Originally posted by: cbuchach
I can't see myself buying a separate PPU. The only way I see it to be very useful is if both NVidia and ATI incluce the chip as part of their graphic cards. Initially one will choose to do it as first there seems no end in sight as to what they will charge for a graphics card (and what people will pay) and they will want something more to differentiate performance. Then of course the other company will follow.
Also, the idea of a price and model/performance stratification amongst discrete PPU add-in cards seems ridiculous to me.
Originally posted by: DaveSimmons
Meh. Not worth doing in separate hardware.
This will be a good use for dual-core CPUs, you can code to process the physics in a thread on CPU-2 at least as easily as coding for a wacky new processor type. If it is a single-CPU system your code even still runs, you just disable some of the fancier processing to lighten the load.
Originally posted by: phisrow
The one problem that I'm a bit worried about is how easy it will be to adjust for various levels of hardware performance. With graphics engines, that sort of thing is relatively easy(easy enough for the pros, anyway) as it is pretty obvious to just cut resolution, FSAA, number of polygons and light sources, texture detail, etc. You cannot work miracles; but you can manage a fair bit(e.g. that nutcase who was running Doom3 on dual Voodoo twos a while ago). Physics, on the other hand, seems a lot harder to scale. If you only use it for unimportant stuff, like foliage effects and little waves and stuff, then it will be pretty easy. Everyone with the coprocessor gets real dynamic foliage and waves, everyone else just gets polygons that wiggle, as usual. But what happens when I want to build an engine were accurate physics is necessary to damage modeling, or vehicle handling? Are we going to have to build to totally diffirent physics engines? Will one or the other be a competitive advantage in multiplay? etc, etc. I certainly like the idea, in theory, as the concept of having worlds with real physics is quite attractive; but it seems that it will be difficult to scale between those who have the accelerator and those who don't.

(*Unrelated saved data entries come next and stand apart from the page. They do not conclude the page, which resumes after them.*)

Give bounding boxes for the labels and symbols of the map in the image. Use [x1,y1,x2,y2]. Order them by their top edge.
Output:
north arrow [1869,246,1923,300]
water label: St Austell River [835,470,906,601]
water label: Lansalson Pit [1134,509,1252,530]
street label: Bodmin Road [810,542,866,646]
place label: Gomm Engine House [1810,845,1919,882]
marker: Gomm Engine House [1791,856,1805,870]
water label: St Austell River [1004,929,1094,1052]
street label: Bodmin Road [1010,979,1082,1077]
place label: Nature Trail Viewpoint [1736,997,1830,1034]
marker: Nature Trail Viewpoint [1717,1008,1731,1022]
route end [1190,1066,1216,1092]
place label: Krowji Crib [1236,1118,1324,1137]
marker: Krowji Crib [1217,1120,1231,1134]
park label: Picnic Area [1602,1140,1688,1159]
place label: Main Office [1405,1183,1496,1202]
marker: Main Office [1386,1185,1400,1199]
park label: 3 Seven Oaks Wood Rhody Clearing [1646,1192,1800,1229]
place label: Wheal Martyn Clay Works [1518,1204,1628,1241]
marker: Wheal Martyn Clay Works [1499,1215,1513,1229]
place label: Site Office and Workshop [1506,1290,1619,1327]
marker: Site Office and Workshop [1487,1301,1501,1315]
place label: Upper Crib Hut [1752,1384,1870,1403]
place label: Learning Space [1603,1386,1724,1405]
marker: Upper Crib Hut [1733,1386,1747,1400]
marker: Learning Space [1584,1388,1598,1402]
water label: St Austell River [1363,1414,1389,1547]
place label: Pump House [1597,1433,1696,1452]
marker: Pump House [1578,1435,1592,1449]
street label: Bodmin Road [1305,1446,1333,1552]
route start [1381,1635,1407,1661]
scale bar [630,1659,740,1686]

Originally posted by: ribbon13
it should be on the GPU
should add that answer "Yes, only if its part of the Video Card"
Originally posted by: MrPickins
A dedicated ppu sounds awesome for gamers, and depending on price, and market acceptance, I think it can do really well.
I dont like the idea of putting it on the graphics card, as I assume they would be competeing for bandwidth eventually, even with on pci express x16 card. Also seems like there might be power and heat issues.